E agora pergunto eu...
Seja bem-vindo, querido leitor, a este seu espaço onde convém lembrar: perguntar não ofende – depois de uma semana em que a actualidade foi marcada a ferros quentes, como se marca o gado, pelo congresso dos ‘Camaradas’. Marcada a ferros quentes porque quem quer que tenha decidido pela exagerada cobertura mediática do congresso pelos mesmos meios de comunicação públicos que ignoraram completamente a realização do congresso do maior partido na oposição uns dias antes, trata o público definitivamente como o seu rebanho, o seu gado pessoal e irracional.
Sobre o Congresso foi possível ler um pouco de tudo graças à tão preciosa diversidade de perspectivas que os media independentes, que sobrevivem online e as redes sociais possibilitam, infelizmente, a apenas 23 em cada 100 angolanos que têm acesso à internet.
Os media públicos anunciaram o mérito da renovação do partido com a entrada de jovens para o núcleo decisor e o facto de o comité central do partido ter atingido a paridade entre o número de homens e de mulheres. Facto que a socióloga e jornalista Luzia Moniz descreveu como “quantidade de género” quando comentava “não há igualdade de género sem liberdade, o resto é quantidade de género” – vale acrescentar que todos sabemos que quantidade esta longe de se equiparar à qualidade.
Foi possível ler ainda o comentário do jornalista José Gama, que lembrava que as quase 700 almas que integram o comité central do MPLA colocam o partido a ultrapassar o do partido comunista chinês, que tem cerca de 200 membros, o partido que governa o país mais populoso do mundo. Também a jornalista Amélia Aguiar escreveu sobre a funcionalidade do ‘menos/melhor’, exemplificando com o governo alemão que tomou posse também na semana que passou e que é composto por apenas 16 ministros (o nosso presidente tomou posse com 30, e benefícios da gestão dessa gente toda? Benefícios de governação? – Oh, perguntas de difícil resposta).
Esta lógica de ‘menos/melhor’, que os media públicos ignoraram na cobertura que dedicou ao Congresso dos Camaradas, leva a perguntar se estará irremediavelmente perdida a necessidade de disfarçar a parcialidade, o partidarismo nas instituições públicas?

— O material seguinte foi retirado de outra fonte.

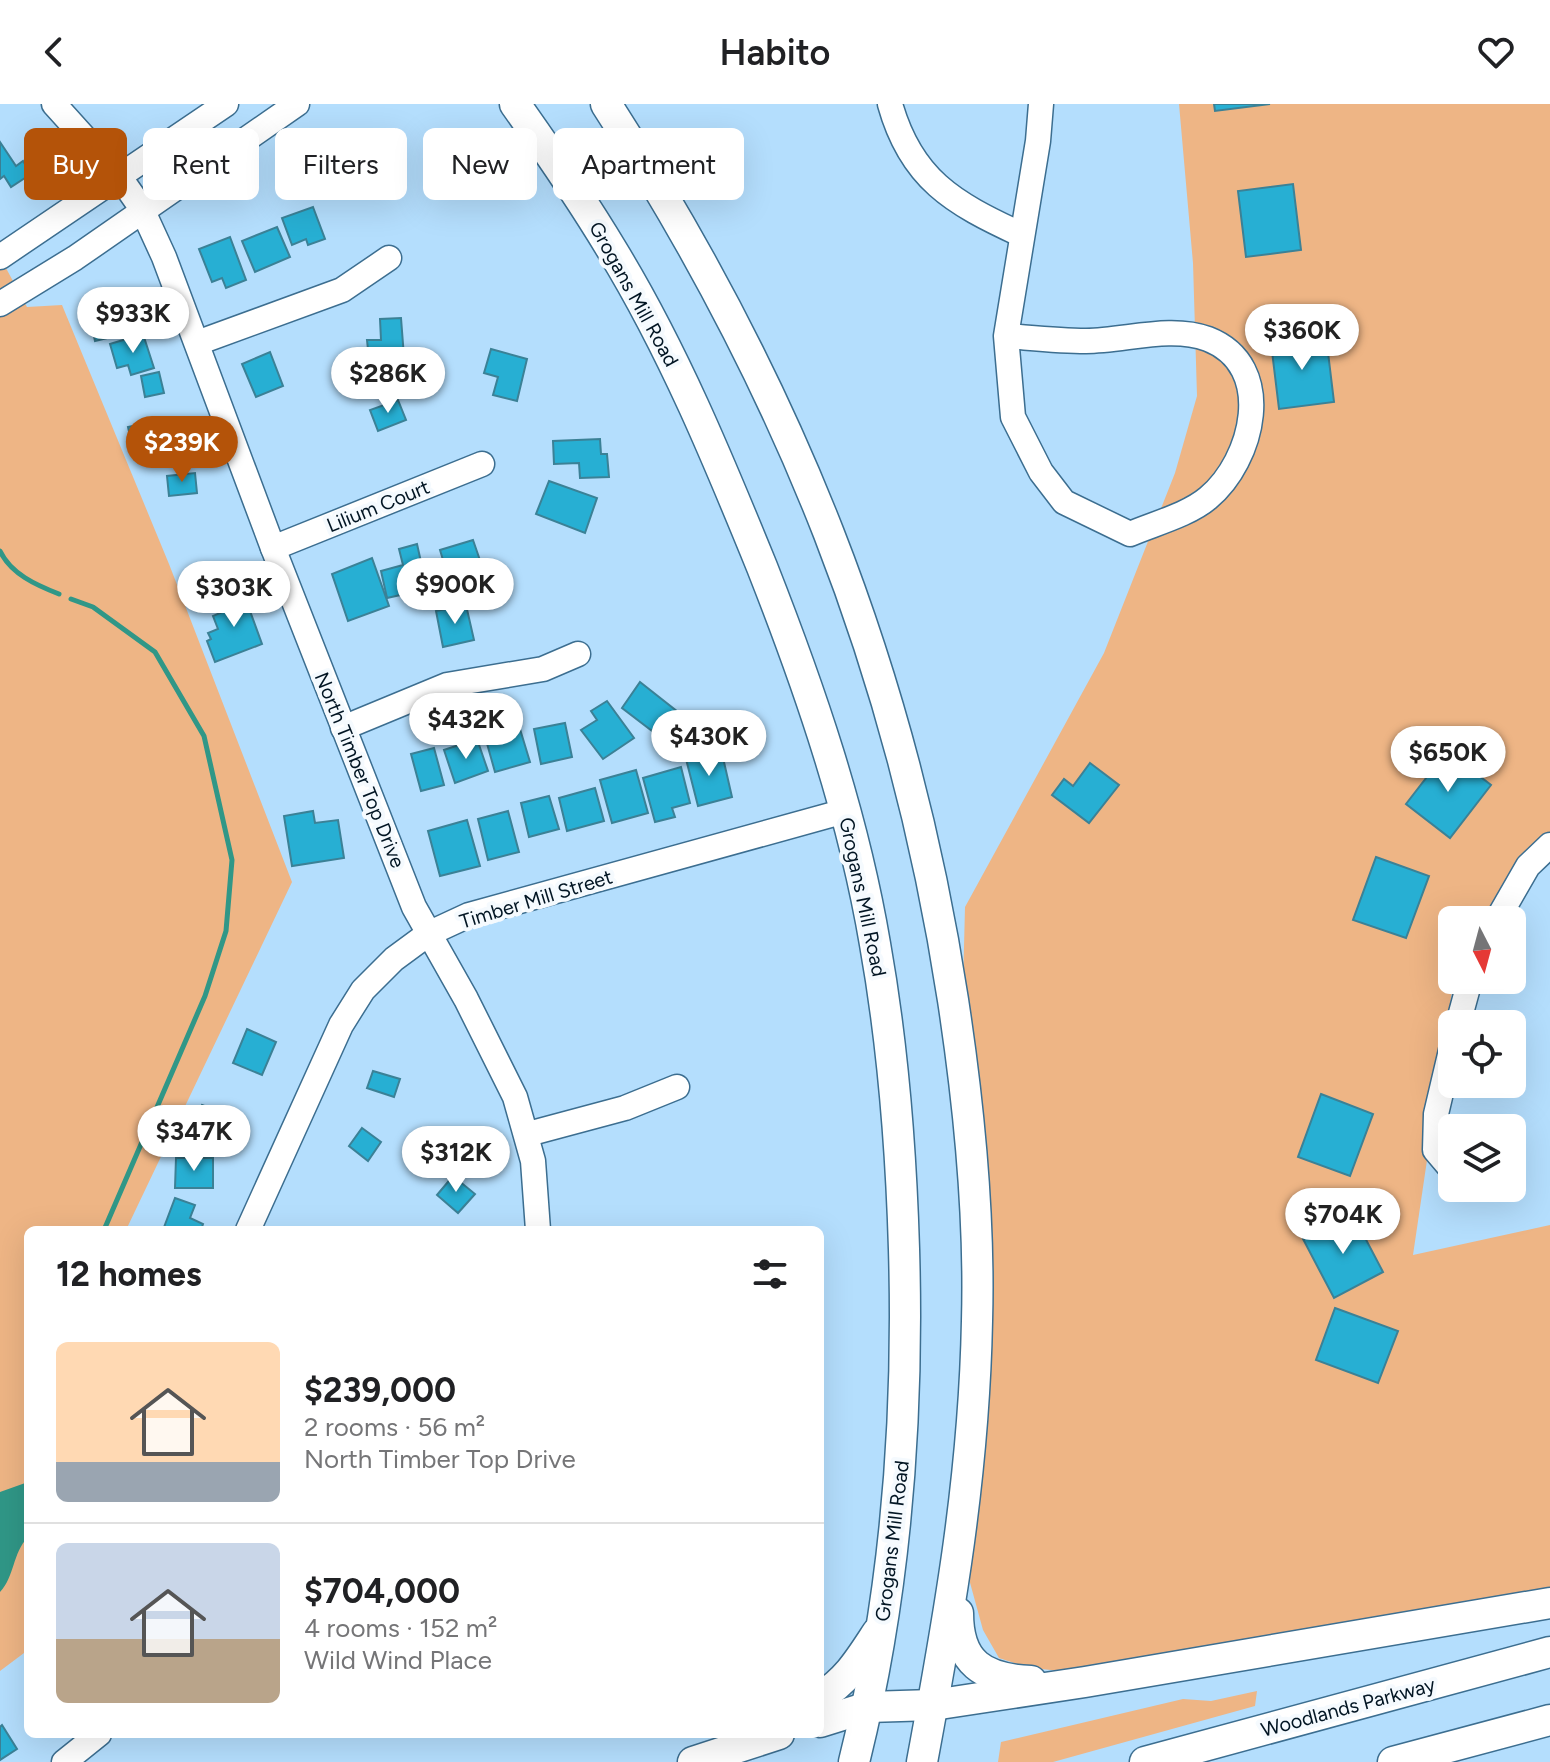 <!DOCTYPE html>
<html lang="en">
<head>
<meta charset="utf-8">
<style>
	:root { --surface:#fff; --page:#f6f6f6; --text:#202124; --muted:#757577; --line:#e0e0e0; --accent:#b45309 }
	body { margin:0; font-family:Figtree,sans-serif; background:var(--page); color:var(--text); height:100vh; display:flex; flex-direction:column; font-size:30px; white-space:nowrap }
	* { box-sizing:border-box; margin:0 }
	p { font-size:26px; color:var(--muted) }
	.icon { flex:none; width:44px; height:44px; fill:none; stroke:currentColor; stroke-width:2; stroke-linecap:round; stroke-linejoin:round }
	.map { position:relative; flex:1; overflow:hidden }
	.side { position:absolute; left:24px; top:1122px; width:800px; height:512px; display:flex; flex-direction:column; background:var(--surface); border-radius:12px; box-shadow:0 8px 32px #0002 }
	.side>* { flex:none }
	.banner { position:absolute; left:24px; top:24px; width:800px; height:72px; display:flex; gap:16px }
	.needle { width:52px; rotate:174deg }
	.fabs { position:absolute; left:1438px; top:802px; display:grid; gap:16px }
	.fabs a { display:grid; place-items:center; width:88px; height:88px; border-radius:12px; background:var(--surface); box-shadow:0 8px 32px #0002; font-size:40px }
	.price { position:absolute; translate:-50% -68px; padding:0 18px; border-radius:28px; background:#fff; color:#222; font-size:26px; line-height:52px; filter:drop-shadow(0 2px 4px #0008) }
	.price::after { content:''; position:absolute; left:50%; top:48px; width:24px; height:18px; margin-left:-12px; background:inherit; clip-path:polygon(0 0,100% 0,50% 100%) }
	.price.selected { background:var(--accent); color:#fff }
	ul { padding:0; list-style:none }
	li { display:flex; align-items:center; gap:24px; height:200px; padding:0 32px }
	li+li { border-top:2px solid var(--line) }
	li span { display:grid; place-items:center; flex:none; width:224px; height:160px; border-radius:12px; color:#555 }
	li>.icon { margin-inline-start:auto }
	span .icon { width:96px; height:96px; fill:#fffc; stroke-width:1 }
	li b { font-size:34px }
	h2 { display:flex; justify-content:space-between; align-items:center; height:96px; padding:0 32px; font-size:34px }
	.tag { padding:0 28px; border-radius:12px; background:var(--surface); box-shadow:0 8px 32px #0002; font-size:28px; line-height:72px }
	.tag.selected { background:var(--accent); color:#fff }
	header { display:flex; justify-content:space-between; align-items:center; height:104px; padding:0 32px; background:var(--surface); font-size:36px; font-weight:600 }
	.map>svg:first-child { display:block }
</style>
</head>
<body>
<header><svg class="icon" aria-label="back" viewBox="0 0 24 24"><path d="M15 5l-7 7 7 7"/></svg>Habito<svg class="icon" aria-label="heart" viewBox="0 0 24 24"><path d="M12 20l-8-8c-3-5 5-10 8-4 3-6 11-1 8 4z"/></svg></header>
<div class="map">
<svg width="1550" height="1658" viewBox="0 0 1550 1658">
	<rect width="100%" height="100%" fill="#b4defd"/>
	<g fill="#eeb585">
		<path d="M1179,0H1550V728L1527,748L1490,816H1452V876H1458L1452,887L1413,1151L1550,1121V1490L1062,1567L1030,1564L999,1554L983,1526L969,1475L982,1378L987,1265L963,883L965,803L1104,549L1175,369L1197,292L1193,159Z"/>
		<path d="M0,153L27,203L62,201L169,460L292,778L126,1126H28V1546L0,1567Z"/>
		<path d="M1257,1587L1255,1602L1053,1658H998L1001,1638L1183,1595L1211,1597Z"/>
	</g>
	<path fill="#309787" d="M28,1378V1433C12,1450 15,1472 0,1488V1388Z"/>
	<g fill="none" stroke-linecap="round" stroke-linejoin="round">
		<g stroke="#309787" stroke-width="5">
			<path d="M0,447C11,470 36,481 59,490"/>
			<path d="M71,495L93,503L155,548L204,632L232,756L226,827L205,892L104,1126"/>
		</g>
	</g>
	<g fill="#27afd3" stroke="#3b8196" stroke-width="2">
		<path d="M1214,0H1270L1215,7Z"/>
		<path d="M395,25L397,63L371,65L368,27Z"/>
		<path d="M0,38L16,62L23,57L31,70L11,83L4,72L0,75Z"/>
		<path d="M1293,80L1301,146L1246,153L1238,87Z"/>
		<path d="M313,103L325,135L308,141L306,135L292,141L282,114Z"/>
		<path d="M277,123L290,153L255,168L242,137Z"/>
		<path d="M230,133L246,176L226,184L222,174L212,178L199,145Z"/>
		<path d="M103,196L105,204L137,196L144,225L95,237L87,200Z"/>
		<path d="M401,214L404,253L369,255L367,236H381L380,215Z"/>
		<path d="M143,230L154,264L131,271L128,261L117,264L110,240Z"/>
		<path d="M1326,232L1334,298L1279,305L1271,239Z"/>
		<path d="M491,245L527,255L517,297L493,291L498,273L484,269Z"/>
		<path d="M270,248L283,282L256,293L242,260Z"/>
		<path d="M159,268L164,289L145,293L141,272Z"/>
		<path d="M398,296L406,316L378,327L370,306Z"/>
		<path d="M161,316L168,350L152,353L150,342L133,345L128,323Z"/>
		<path d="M600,335L601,350H607L609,373L580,374L579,359L554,360L553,337Z"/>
		<path d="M195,369L197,389L169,392L167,372Z"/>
		<path d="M549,377L597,394L585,429L536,410Z"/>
		<path d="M473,436L483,465L449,476L440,446Z"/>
		<path d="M417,440L427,485L387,494L381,467L403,461L399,445Z"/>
		<path d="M372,454L389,502L348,517L332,470Z"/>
		<path d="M242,485L262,540L215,558L207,537L211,535L208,529L218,525L213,512L227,506L222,493Z"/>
		<path d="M466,501L474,536L443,543L436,507Z"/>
		<path d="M640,578L678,608L660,633L622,604Z"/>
		<path d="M607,597L634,634L603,655L581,626L597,616L591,607Z"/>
		<path d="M565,619L572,653L541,660L534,625Z"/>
		<path d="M520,625L530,658L495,668L486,636Z"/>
		<path d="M477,635L488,667L455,679L444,646Z"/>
		<path d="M434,644L444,681L421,687L411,650Z"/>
		<path d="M721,645L732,693L698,702L686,655Z"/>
		<path d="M1447,647L1491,681L1450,734L1406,700Z"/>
		<path d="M1090,659L1119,681L1089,719L1052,691L1064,675L1073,682Z"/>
		<path d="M681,663L690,699L672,704L675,713L655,718L643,674Z"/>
		<path d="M636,666L648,709L612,719L600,676Z"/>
		<path d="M595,684L604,717L567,727L559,694Z"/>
		<path d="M549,692L559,725L529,733L521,699Z"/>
		<path d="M313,707L315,719L338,716L344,754L292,762L284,712Z"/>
		<path d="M508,707L519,748L488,756L478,715Z"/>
		<path d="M467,716L480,762L440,772L428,727Z"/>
		<path d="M1376,753L1429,772L1406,834L1353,816Z"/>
		<path d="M247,925L276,938L262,971L233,959Z"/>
		<path d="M373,967L400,975L394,993L367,984Z"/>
		<path d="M1321,990L1373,1010L1350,1072L1298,1053Z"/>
		<path d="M202,1001L232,1013L217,1049L187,1037Z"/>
		<path d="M362,1024L381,1038L368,1057L349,1042Z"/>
		<path d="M176,1054H213V1084H175Z"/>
		<path d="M453,1072L475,1090L458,1109L437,1091Z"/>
		<path d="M175,1094L195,1101L190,1114L203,1120L201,1126H163Z"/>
		<path d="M1352,1109L1383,1168L1334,1194L1303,1135Z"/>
		<path d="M1335,1204L1398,1227L1378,1279L1316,1256Z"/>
		<path d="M2,1621L17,1645L0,1656V1623Z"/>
	</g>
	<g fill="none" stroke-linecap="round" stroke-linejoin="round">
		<g stroke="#3c6e90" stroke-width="27">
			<g id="minor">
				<path d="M54,0L119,72L142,105L164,153L273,444L414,803L466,895L515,993L533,1057L538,1126"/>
				<path d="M890,0C911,75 953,99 1020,130"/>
				<path d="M0,153L226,0"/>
				<path d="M0,200L75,154L297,0"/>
				<path d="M1006,232C1032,234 1059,237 1086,237C1125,237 1170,221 1208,235C1277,262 1253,357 1208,394C1188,411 1153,420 1130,430L1064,398L1041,368L1013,313L1006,232L1038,37L1041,0"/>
				<path d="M197,239L342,186L389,154"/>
				<path d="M273,444L482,360"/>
				<path d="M343,624L447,581L543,565L578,550"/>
				<path d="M1497,816L1528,762L1550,741"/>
				<path d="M1458,920L1470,876"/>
				<path d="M1452,942L1436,1010L1435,1046L1452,1066"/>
				<path d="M528,1030L625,1004L677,983"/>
				<path d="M248,1126L341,921L363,886L394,855L428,830L469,811L845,707"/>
				<path d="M64,1658L99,1630"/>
			</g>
		</g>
		<g stroke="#3c6e90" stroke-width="33">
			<g id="major">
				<path d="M515,0C549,48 582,96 612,146C673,246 718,355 762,463C810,585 853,710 875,840C893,941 901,1043 904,1145C909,1318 896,1490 854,1658"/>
				<path d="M606,0C788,281 902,564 953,896C969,1001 980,1110 977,1217C974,1370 950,1508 922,1658"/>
				<path d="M958,1509C958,1559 983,1575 1031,1577"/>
				<path d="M820,1593C847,1577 860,1555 877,1529"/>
				<path d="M820,1618L868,1603L933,1601L1085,1578L1550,1499"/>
				<path d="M693,1658L779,1630"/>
				<path d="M1145,1658L1550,1548"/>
				<path d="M1393,1658L1550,1616"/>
			</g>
		</g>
		<use href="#minor" stroke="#fff" stroke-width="24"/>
		<use href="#major" stroke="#fff" stroke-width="30"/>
	</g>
	<g text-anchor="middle" stroke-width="8" stroke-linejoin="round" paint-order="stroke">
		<g font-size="20" fill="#021523" stroke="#f5fafe">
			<text transform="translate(634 190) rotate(61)" y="7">Grogans Mill Road</text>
			<text transform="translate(378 402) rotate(-22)" y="7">Lilium Court</text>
			<text transform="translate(360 666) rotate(68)" y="7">North Timber Top Drive</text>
			<text transform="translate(863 793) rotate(78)" y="7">Grogans Mill Road</text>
			<text transform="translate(536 795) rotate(-17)" y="7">Timber Mill Street</text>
			<text transform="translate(892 1437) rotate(-83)" y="7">Grogans Mill Road</text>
			<text transform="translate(1348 1603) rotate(-15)" y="7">Woodlands Parkway</text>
		</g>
	</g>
</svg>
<div class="fabs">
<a><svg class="needle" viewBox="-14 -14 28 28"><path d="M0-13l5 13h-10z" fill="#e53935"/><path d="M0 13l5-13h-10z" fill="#757577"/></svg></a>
<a><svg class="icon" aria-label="locate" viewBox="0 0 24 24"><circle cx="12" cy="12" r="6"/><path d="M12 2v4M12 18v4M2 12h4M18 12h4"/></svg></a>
<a><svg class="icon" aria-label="layers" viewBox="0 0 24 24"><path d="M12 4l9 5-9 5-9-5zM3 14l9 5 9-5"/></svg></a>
</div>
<b class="price" style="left:133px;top:251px">$933K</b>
<b class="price" style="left:1302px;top:268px">$360K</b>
<b class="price" style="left:388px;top:311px">$286K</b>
<b class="price selected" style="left:182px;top:380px">$239K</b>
<b class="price" style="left:455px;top:522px">$900K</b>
<b class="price" style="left:234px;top:525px">$303K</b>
<b class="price" style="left:466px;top:657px">$432K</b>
<b class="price" style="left:709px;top:674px">$430K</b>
<b class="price" style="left:1448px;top:690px">$650K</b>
<b class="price" style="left:194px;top:1069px">$347K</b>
<b class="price" style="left:456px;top:1090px">$312K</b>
<b class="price" style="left:1343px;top:1152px">$704K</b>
<div class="banner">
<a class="tag selected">Buy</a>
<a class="tag">Rent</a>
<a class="tag">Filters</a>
<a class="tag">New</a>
<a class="tag">Apartment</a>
</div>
<section class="side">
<h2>12 homes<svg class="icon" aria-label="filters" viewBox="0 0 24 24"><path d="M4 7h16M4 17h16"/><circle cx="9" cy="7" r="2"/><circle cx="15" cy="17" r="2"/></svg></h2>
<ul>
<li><span style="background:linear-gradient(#ffd9b3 75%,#9aa5b1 0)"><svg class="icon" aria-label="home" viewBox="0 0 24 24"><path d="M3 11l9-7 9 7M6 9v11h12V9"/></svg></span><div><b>$239,000</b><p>2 rooms · 56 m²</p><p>North Timber Top Drive</p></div></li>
<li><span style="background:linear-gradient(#c9d6e8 60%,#b9a48a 0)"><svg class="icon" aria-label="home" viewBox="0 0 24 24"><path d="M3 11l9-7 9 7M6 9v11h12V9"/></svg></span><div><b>$704,000</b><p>4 rooms · 152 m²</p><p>Wild Wind Place</p></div></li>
</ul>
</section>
</div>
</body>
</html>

E agora pergunto eu, podem restar dúvidas sobre a necessidade de despartidarização da esfera pública quando vemos colocados ao serviço do congresso os media públicos e afiliados, os meios públicos – as filas intermináveis de autocarros desviados das rotas para servir o congresso chocaram os luandenses que as filmaram; os hotéis reservados para receber os participantes, como estampava o Novo Jornal na capa? É possível ignorar a necessidade de despartidarização quando vemos os tribunais ao serviço do partido? O Tribunal Constitucional a deixar bem claro, e bem a tempo do congresso, que ‘este não é o congresso da UNITA e no congresso dos ‘Camaradas’ os diferendos são tratados internamente’, dois pesos e duas medidas nas mãos de uma justiça que, longe de ser cega como devia, é bastante ‘viju’. A forma como foi tratado o engenheiro Venâncio, que queria concurso interno transparente à chefia do MPLA, espelha bem qual é a noção de democracia do partido no poder e torna-se mais uma oportunidade falhada pelo MPLA de demonstrar que compreende o conceito.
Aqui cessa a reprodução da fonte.